Why did UT create PACE?

Why did UT create PACE?

–copious students applying for business or engineering are offered a program in which they have a high chance of not getting into the major they want (about 10-25 students are accepted to each engineering department for external resident applicants)
(for Mccombs I assume its about the same difficulty)

– applicants can only apply to one major not in liberal arts and, if not accepted, they can only go into a liberal arts major, a major not tantalizing to science and business students. Could it be that UT desires to ruin a student’s career, their life?

It’s because of the not well thought out law that states UT must accept a certain percentage of students based on class rank. UT simply does not have the space or the funding, and the quality of students in the top x% of their class vary widely.

You reference external transfers, so you’re sure that PACE students are considered external when attempting to transfer into different majors?

@frostcause‌
I only know that about 50% of internal transfers were admitted last year for Mccombs. I don’t have gpa data for engineering or business.

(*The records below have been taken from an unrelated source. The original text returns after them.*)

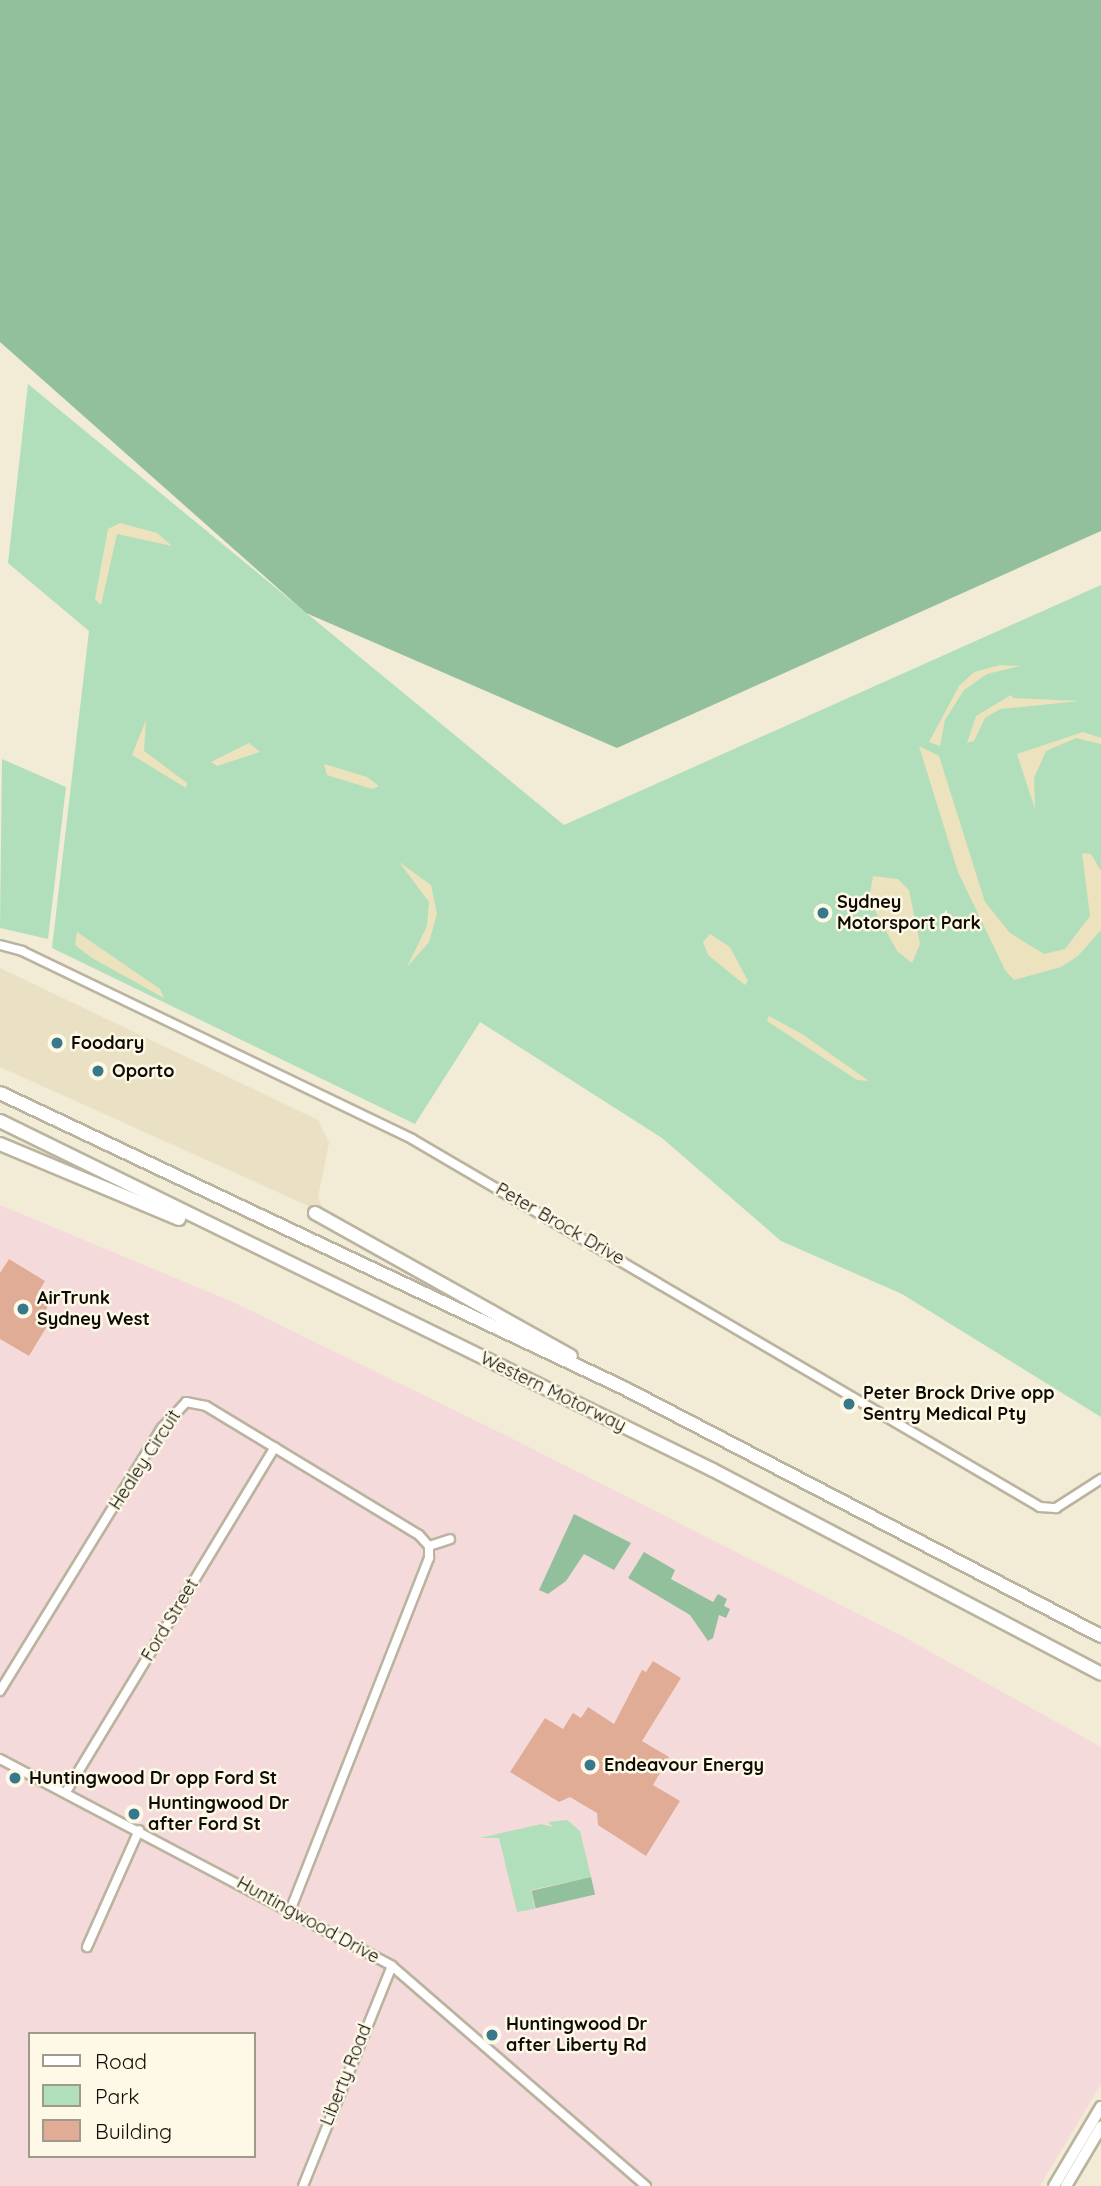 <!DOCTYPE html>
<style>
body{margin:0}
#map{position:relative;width:1101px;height:2186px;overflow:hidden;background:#f2ebd6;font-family:Quicksand,sans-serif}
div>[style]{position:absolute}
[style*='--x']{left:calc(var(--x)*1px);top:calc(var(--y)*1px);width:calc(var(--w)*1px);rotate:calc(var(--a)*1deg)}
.built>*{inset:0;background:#eae0c4}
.industrial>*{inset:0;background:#f5dadb}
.green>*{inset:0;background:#b2dfbb}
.forest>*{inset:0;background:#93c09c;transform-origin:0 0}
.sand>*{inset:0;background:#ece2bd}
.building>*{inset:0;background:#e1ac96}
.roads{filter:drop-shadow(2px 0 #bab49f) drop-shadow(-2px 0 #bab49f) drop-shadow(0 2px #bab49f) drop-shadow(0 -2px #bab49f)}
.minor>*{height:8px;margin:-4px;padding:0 4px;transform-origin:4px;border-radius:4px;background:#fff}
.major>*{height:10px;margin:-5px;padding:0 5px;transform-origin:5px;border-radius:5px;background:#fff}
.highway>*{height:12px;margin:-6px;padding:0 6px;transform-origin:6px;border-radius:6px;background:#fff}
.dots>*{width:19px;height:19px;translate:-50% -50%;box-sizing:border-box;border:4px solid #fef9e7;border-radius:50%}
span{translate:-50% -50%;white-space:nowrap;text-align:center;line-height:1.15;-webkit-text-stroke:5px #fef9e7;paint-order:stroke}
.poi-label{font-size:18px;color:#0e0c05;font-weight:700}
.left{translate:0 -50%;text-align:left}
.street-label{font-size:18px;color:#0e0c05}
.legend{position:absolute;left:28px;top:2032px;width:228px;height:126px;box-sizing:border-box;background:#fef9e7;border:2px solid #9e9a8d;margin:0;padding:9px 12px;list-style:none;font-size:21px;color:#0e0c05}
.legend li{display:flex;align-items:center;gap:14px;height:35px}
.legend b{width:35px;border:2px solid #9e9a8d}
</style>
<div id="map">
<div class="built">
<div style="clip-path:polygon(0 968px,318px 1120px,329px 1143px,318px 1197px,324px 1213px,0 1067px)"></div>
</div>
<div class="industrial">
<div style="clip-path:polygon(evenodd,0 1205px,235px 1303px,503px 1434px,904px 1637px,1101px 1747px,1101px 2084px,1040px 2186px,0 2186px,0 1205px,30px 2034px,254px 2034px,254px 2156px,30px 2156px,30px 2034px)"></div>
</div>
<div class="green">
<div style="clip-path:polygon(28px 384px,564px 825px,1101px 585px,1101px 1417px,902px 1294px,781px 1241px,662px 1138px,480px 1022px,415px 1124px,52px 948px,89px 631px,8px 563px)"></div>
<div style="clip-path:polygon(2px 759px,66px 787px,48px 939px,0 928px)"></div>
<div style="clip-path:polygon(567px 1820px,580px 1831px,591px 1877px,531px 1890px,535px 1909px,517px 1912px,499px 1838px,480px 1838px,541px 1824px,553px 1827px,548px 1822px)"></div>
</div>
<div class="forest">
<div style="clip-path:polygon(0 0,1101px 0,1101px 531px,617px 748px,306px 613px,0 342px)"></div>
<div style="clip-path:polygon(574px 1514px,631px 1543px,614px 1570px,584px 1554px,566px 1581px,548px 1594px,539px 1590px)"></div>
<div style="clip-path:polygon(644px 1552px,675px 1570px,671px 1579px,713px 1602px,718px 1594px,727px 1599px,724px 1606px,730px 1609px,726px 1618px,719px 1615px,713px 1638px,708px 1641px,690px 1615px,628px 1578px)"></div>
<div style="left:591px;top:1877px;width:18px;height:61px;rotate:77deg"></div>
</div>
<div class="sand">
<div style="clip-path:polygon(120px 523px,157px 533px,172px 546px,117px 534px,101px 605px,95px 599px,108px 529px)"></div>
<div style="clip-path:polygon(1000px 665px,1020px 666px,987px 674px,964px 690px,945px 720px,940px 746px,929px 742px,959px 686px,974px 672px)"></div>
<div style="clip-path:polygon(1011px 695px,1013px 698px,1080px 701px,1000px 709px,985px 718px,974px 741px,967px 743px,976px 716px)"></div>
<div style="clip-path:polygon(146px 720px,144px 751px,187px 783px,186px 788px,132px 755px)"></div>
<div style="clip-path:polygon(1083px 732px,1101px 738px,1101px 744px,1076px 738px,1046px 751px,1034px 778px,1035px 809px,1017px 754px)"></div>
<div style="clip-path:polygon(249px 743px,260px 752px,217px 766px,211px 762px)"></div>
<div style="clip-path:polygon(919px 746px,939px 756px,985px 902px,1010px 933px,1044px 954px,1065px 949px,1090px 916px,1082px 853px,1091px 854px,1101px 871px,1101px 930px,1078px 956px,1061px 967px,1014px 980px,1005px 970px,958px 872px)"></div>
<div style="clip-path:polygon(324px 764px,367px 777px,379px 786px,372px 789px,327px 775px)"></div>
<div style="clip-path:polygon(399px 862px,431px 885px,437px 914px,429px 942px,407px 967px,427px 926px,429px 902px)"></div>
<div style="clip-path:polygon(873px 876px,898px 879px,909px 890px,920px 944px,912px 963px,897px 951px,869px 899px)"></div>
<div style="clip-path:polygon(77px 932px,160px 989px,164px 998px,92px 958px,75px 945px)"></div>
<div style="clip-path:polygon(710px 934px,730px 947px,748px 981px,745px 985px,708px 955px,703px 942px)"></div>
<div style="clip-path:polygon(769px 1016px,802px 1034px,869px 1081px,857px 1080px,767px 1021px)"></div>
</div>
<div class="building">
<div style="clip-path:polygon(9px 1259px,45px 1281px,35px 1298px,48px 1306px,44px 1313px,52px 1318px,29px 1356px,0 1339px,0 1273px)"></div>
<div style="clip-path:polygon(653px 1661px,681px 1678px,642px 1741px,669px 1757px,653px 1785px,680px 1801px,646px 1856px,598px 1825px,597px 1813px,580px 1803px,570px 1797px,559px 1802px,510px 1772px,545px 1718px,563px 1729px,573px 1713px,581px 1718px,588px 1707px,614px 1724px,642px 1670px,646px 1672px)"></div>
</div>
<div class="roads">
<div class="minor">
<div style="--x:0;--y:945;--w:23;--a:15"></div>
<div style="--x:22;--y:951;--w:433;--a:25.7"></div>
<div style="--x:412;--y:1139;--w:728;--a:30.37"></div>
<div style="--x:1040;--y:1507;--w:16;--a:4"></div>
<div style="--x:1056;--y:1508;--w:54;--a:-32.8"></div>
<div style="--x:429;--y:1546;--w:22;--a:-18"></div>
<div style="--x:0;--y:1691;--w:309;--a:-58.4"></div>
<div style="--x:162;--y:1428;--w:35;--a:-47"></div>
<div style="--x:186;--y:1402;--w:20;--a:11"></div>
<div style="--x:206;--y:1406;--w:249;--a:31.2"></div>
<div style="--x:419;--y:1535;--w:15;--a:48"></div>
<div style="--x:429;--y:1546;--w:12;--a:90"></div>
<div style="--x:429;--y:1558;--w:376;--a:111.5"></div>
<div style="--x:0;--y:1759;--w:443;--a:27.8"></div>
<div style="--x:392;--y:1966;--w:336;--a:40.9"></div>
<div style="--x:66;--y:1792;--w:403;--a:-58.8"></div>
<div style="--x:87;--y:1947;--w:128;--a:-66"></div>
<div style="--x:303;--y:2186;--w:237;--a:-68"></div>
</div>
<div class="major">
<div style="--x:1054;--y:2186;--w:92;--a:-59.3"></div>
<div style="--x:1066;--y:2186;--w:69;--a:-59.3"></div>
</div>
<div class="highway">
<div style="--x:0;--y:1093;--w:690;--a:25.3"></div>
<div style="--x:624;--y:1388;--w:538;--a:27.47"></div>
<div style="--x:0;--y:1121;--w:794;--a:26.08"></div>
<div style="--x:713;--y:1470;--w:438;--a:27.7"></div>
<div style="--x:0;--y:1144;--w:194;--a:22.7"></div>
<div style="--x:315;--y:1213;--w:293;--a:29.2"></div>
</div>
</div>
<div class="dots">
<div style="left:823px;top:913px;background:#37788b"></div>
<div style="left:57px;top:1043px;background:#37788b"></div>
<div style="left:98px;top:1071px;background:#37788b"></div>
<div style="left:23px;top:1309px;background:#37788b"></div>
<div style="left:849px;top:1404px;background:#37788b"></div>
<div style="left:590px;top:1765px;background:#37788b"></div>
<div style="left:15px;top:1778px;background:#37788b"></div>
<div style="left:134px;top:1814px;background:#37788b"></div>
<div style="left:492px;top:2035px;background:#37788b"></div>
</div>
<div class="poi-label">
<span class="left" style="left:837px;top:913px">Sydney<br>Motorsport Park</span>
<span class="left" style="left:71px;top:1043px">Foodary</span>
<span class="left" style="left:112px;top:1071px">Oporto</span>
<span class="left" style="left:37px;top:1309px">AirTrunk<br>Sydney West</span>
<span class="left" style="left:863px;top:1404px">Peter Brock Drive opp<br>Sentry Medical Pty</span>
<span class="left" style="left:604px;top:1765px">Endeavour Energy</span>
<span class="left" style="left:29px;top:1778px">Huntingwood Dr opp Ford St</span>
<span class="left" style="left:148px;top:1814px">Huntingwood Dr<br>after Ford St</span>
<span class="left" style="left:506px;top:2035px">Huntingwood Dr<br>after Liberty Rd</span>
</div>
<div class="street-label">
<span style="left:560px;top:1224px;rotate:30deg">Peter Brock Drive</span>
<span style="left:553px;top:1392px;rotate:26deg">Western Motorway</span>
<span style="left:145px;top:1460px;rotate:-57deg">Healey Circuit</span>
<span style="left:170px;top:1620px;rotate:-59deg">Ford Street</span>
<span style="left:308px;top:1920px;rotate:29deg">Huntingwood Drive</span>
<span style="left:346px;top:2075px;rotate:-68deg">Liberty Road</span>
</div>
<ul class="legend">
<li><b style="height:9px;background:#fff"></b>Road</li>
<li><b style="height:19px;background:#b2dfbb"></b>Park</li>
<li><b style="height:19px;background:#e1ac96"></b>Building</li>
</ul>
</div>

I can only assume the worse case scenario: PACE students aren’t in the internal transfer group.

@gee1eed‌
I am in the top 17% and I was offered PACE. The top 10% fetter does not apply this year.

I am confident UT understands that at least 200 students will be in PACE this year. What happens to those students who don’t get into engineering or business because of space constraints? Does UT remain placid knowing very well that numerous students can only choose a shackled path into a career that they may find no happiness in?

PACE students transfer internally. The “compete for admission” link via this (http://bealonghorn.utexas.edu/pace) page redirects to an article on internal transfers. Not sure how much this changes the stats, but there ya go

@SlimShadyLady‌
There have been countless sources-- office heads, documents, official websites-- that reverberate contradicting messages: some say PACE is internal, some say its external. One provocative source, the new student orientation course-sign-up-sheet PACE students received in 2014, indicated that PACE students would compete with external transfers.
**I saw this sheet on the facebook PACE 2014-2015 group.

@punctiliouseye‌ I think PACE is designed for those who want to go to UT no matter what. They are either living on the hope that they will beat the transfer odds or they believe a liberal arts degree from UT is worth more than the degree they want from another school. There are some people who would prefer an Economics degree from UT to a Finance degree from Tech for instance. They believe the UT name will help them overcome the liberal arts degree in an employer’s eye.

I personally think it is more about misunderstanding how difficult it is to internally transfer than anything else.

@gettingschooled‌
Would the economics degree situation apply to an engineering major?

I don’t think PACE students, who work hard to get a 3.9gpa, whom UT still rejects from engineering-- a second time–, would nevertheless safely fall back on a liberal arts major.

@punctiliouseye‌ I do not know much about Chem E versus Chemistry. Could you use Chemistry as a Plan B? I personally would rather go to a school that can promise me the degree I want rather than offering me a Plan B. College is too expensive to not get the major you want. But some people would rather be in Austin than anywhere else and will sacrifice the major choice to do it.

I see in other threads you could go to A&M but you are probably going to do PACE. You seem to have a good understanding of the odds of getting into Chem E. Why do you think a chance at UT chem E is better than a more or less guaranteed spot at A&M? I know A&M puts you in general engineering first year and then has you decide. I am asking for your honest answer because I really don’t think I would choose PACE over a spot at A&M and you seem to have decided that with a lot of thought. What swayed you?